The WPNCL, which attended the 19th MSG Leaders’ Summit with a five-person delegation, expressed happiness over the outcome.
A ni-Vanuatu MP, however, has said that a roadmap is simply not good enough and that Vanuatu as a strong supporter of West Papua therefore should withdraw from the MSG.
WPNCL, however, seems more than content, even though full membership is yet to be achieved.
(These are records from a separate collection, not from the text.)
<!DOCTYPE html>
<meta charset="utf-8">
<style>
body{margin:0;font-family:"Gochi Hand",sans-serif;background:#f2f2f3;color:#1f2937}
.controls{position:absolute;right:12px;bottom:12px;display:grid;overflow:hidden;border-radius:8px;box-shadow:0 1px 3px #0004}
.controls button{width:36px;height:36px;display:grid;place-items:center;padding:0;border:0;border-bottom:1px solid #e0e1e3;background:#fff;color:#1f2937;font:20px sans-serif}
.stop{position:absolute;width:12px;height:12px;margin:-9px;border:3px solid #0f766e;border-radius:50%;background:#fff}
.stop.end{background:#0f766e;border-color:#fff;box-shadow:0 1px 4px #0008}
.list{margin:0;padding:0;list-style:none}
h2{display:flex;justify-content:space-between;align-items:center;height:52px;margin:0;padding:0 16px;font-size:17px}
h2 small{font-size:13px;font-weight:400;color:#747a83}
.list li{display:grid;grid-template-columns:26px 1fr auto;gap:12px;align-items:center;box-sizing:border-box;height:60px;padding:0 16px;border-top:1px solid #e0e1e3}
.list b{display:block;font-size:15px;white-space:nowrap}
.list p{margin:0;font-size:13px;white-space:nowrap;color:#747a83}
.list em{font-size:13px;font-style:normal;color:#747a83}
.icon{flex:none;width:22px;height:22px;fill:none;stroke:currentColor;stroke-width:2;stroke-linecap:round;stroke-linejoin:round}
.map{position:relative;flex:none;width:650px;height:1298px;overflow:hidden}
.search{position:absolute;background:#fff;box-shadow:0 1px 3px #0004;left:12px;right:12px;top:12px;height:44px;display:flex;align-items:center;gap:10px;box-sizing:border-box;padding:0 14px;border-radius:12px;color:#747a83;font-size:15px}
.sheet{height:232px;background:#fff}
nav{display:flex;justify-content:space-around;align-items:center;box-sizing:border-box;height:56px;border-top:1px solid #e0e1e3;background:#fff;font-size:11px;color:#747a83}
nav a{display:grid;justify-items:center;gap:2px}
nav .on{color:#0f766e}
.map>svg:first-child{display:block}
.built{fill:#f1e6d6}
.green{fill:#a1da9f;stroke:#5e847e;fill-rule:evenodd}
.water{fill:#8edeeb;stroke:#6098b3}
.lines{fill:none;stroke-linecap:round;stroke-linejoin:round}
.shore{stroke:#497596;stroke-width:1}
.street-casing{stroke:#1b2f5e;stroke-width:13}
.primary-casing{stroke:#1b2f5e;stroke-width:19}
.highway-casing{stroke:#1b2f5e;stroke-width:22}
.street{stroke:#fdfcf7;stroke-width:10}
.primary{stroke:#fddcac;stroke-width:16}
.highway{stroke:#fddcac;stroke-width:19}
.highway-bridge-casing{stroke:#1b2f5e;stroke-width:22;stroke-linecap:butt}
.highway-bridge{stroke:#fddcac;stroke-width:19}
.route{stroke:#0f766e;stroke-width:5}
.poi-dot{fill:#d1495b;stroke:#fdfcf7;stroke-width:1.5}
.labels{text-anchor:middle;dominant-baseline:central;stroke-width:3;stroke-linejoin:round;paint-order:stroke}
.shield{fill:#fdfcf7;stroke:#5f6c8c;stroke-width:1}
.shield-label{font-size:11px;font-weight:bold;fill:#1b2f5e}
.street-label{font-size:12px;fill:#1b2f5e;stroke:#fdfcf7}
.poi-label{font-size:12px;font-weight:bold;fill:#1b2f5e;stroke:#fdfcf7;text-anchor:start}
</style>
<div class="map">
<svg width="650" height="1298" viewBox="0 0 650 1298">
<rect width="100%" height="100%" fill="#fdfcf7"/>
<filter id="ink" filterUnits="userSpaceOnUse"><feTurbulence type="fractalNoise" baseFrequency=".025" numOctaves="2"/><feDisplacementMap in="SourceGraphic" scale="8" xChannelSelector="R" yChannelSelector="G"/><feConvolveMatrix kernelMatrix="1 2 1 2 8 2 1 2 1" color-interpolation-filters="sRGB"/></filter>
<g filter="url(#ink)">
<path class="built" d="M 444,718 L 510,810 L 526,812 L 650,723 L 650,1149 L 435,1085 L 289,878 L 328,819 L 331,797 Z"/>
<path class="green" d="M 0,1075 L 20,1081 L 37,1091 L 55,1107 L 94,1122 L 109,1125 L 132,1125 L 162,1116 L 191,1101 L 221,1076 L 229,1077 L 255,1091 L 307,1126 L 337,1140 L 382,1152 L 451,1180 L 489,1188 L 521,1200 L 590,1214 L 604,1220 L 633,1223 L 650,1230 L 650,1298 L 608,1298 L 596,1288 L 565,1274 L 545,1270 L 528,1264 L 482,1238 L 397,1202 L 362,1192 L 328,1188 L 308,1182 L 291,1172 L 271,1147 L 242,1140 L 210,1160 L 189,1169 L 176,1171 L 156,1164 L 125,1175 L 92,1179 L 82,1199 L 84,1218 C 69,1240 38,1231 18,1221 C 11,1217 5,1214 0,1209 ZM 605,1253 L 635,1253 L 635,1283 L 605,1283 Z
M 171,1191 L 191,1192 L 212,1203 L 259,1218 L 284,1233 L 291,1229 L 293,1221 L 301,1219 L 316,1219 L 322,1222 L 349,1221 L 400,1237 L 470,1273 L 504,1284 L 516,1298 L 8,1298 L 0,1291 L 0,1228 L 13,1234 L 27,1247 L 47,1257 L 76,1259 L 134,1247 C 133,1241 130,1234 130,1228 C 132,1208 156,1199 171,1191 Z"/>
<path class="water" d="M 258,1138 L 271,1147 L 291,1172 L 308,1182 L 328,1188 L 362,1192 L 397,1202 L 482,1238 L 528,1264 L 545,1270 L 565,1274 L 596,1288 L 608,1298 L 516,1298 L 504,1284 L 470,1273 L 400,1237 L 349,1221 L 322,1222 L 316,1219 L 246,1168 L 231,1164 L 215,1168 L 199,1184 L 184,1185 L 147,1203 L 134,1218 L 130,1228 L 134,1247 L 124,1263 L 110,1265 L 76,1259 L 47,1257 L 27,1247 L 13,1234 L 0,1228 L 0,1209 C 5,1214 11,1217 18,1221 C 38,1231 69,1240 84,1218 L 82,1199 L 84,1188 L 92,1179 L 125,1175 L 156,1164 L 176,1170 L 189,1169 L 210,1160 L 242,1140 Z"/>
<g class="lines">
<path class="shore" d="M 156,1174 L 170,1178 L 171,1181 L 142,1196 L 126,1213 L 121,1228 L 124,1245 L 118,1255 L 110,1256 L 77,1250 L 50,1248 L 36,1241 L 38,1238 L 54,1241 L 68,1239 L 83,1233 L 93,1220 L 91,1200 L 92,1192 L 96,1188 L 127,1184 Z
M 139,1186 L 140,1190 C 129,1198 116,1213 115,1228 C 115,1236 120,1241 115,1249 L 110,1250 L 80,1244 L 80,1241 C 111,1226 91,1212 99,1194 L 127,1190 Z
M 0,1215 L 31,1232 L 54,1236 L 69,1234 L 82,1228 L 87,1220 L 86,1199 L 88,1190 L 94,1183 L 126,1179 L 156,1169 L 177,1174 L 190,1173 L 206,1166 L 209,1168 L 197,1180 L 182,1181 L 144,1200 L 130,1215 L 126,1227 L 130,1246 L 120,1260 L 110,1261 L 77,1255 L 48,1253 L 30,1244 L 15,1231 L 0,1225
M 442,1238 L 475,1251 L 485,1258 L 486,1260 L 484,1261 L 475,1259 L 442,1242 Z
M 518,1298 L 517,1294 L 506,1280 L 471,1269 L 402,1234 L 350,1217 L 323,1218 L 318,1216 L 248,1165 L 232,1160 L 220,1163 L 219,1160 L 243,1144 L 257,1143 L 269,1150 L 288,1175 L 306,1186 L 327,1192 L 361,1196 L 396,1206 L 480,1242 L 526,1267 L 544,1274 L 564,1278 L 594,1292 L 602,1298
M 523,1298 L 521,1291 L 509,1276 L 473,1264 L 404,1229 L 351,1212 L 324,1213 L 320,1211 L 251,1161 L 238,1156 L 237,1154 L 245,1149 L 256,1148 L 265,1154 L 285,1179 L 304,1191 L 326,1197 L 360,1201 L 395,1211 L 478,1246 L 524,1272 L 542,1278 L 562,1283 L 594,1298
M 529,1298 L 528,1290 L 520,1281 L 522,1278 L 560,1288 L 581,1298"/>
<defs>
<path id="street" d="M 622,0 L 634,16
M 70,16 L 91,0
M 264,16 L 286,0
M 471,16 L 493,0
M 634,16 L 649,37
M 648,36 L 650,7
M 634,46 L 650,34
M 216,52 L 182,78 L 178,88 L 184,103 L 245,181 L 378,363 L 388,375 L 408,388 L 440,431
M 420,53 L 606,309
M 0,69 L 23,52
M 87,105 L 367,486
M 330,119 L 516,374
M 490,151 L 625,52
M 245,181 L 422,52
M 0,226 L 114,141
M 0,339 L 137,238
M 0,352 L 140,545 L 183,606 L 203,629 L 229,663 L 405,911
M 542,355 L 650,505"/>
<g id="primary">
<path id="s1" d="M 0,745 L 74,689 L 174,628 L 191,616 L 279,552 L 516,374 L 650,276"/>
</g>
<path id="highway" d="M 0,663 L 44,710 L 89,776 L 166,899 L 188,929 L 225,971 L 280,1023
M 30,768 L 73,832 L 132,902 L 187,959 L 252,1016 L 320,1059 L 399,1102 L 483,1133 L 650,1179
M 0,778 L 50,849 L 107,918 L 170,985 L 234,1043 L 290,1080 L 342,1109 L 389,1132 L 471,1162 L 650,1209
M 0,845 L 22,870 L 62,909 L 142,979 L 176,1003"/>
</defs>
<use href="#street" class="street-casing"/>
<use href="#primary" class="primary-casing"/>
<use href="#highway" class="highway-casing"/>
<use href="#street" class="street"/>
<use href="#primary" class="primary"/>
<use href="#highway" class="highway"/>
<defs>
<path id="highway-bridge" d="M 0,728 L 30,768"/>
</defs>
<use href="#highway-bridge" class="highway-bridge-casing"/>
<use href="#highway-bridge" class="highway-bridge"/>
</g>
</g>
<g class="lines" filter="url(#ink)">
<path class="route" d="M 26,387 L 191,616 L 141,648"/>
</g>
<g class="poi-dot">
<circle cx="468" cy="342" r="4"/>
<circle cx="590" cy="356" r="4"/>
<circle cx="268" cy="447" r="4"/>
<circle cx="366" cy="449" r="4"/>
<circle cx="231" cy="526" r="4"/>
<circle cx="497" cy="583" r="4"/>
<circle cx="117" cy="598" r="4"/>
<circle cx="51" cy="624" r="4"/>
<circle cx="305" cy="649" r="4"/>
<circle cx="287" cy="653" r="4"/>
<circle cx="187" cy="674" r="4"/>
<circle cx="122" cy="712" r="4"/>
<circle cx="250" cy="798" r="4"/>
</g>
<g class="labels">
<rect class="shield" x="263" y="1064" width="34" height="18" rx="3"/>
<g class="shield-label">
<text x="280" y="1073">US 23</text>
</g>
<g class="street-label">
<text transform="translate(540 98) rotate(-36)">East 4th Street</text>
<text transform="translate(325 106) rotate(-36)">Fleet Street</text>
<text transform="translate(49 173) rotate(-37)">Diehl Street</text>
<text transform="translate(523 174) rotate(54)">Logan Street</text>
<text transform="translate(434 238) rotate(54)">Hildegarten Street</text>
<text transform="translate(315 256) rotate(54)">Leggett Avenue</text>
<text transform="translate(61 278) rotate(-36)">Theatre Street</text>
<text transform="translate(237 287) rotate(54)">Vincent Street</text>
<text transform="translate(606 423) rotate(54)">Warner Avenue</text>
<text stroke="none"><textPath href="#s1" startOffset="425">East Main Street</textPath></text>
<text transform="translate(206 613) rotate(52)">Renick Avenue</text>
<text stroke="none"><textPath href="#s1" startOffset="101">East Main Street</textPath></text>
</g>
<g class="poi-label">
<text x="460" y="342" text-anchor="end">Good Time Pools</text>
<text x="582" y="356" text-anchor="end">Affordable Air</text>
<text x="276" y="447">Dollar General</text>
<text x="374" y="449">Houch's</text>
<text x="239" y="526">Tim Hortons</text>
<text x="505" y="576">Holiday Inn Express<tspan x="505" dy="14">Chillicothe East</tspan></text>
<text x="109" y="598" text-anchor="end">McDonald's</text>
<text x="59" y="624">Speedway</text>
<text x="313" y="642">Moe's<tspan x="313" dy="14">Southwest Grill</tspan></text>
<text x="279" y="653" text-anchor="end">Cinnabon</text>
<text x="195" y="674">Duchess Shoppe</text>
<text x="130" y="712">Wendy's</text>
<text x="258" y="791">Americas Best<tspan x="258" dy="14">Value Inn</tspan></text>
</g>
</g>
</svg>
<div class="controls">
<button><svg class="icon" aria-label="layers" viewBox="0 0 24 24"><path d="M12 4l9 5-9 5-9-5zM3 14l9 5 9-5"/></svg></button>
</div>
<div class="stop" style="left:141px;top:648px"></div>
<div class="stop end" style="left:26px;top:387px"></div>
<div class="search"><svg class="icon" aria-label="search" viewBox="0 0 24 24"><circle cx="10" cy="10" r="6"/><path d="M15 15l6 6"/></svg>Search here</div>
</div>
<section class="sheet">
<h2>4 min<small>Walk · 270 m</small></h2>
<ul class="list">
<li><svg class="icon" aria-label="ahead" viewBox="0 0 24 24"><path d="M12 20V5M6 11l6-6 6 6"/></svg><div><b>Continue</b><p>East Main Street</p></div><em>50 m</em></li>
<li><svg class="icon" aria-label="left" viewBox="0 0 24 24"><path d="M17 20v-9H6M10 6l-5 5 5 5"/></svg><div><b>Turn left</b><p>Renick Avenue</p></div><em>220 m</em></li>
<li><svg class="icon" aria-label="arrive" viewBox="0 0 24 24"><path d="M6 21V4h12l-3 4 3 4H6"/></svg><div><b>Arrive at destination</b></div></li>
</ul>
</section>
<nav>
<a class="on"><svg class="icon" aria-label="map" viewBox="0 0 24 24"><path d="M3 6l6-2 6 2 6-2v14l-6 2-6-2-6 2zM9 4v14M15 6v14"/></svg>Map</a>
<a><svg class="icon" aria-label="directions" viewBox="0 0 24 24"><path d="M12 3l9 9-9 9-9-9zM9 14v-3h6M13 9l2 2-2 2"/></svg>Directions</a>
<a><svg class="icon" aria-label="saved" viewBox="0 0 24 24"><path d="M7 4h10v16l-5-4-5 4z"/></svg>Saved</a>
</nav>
In a statement issued earlier this week it stated that after many years of lobbying it has now “entered a new chapter in its international efforts.”
Before last week’s MSG meeting in the New Caledonian capital Nouméa, some had expressed hopes that the WPNCL would attain full membership of the Melanesian Spearhead Group, just like the Front de Liberation Nationale Kanak et Socialiste (FLNKS), which is the coalition of parties calling for independence in New Caledonia.
Although this is yet to happen, the MSG stated that it “fully supports the inalienable rights of the people of West Papua towards self-determination.”
Human rights
Furthermore, MSG expressed concern for human rights violations in West Papua, and therefore decided to send a delegation to Indonesia later this year to discuss West Papua.
In an interview with Radio New Zealand International, Andy Ayamiseba of WPNCL said that this “is a clear indication that the case of West Papua is out of Indonesia’s hands.
“It is no longer a domestic issue or internal matter but it’s not a regional issue, an international issue.”
The Australian West Papua Association (AWPA) said that it is disappointing that the issue of membership was deferred, but it welcomed a number of the other decisions.
“[T]he fact that the issue of the right to self-determination for the people of West Papua was recognised by the representative regional body of the Melanesian Peoples is very significant as is the fact that the MSG leaders acknowledged that there are ongoing human rights abuses in West Papua,” Joe Collins of AWPA said in a statement.
He described it as “encouraging” that MSG goes on a “fact-finding mission” to Indonesia, but warned that such missions may be “controlled or manipulated as to where, when and whom they are permitted to see by the authorities.”
Disappointed ni-Vanuatu MP
In an article in the Vanuatu Daily this week entitled Shameful day for Vanuatu, an anonymous ni-Vanuatu MP said it was a “sad day for Vanuatu when news was made public […] that the issue of West Papua had to wait for another six months.”
The MP alleged that Fiji, Papua New Guinea and the Solomon Islands held secret meetings between them on the issue of West Papua and called it “very disrespectful.”
“I call on Vanuatu leaders not to join the other MSG leaders to either Jakarta or West Papua [for a fact-finding mission] but for Vanuatu to protest to the other MSG countries to pull out from the MSG because the vision by Vanuatu’s first prime minister has been defeated,” the MP stated.
Moreover, the MP said that if ni-Vanuatu authorities do go to Indonesia they “will have to consider carrying in their hands messages of condolences to pass on to the families of so many hundreds and hundreds of our Melanesian brothers and sisters who were raped, jailed, tortured and shot in jails, and slaughtered like animals over the past many years by the Indonesian military.”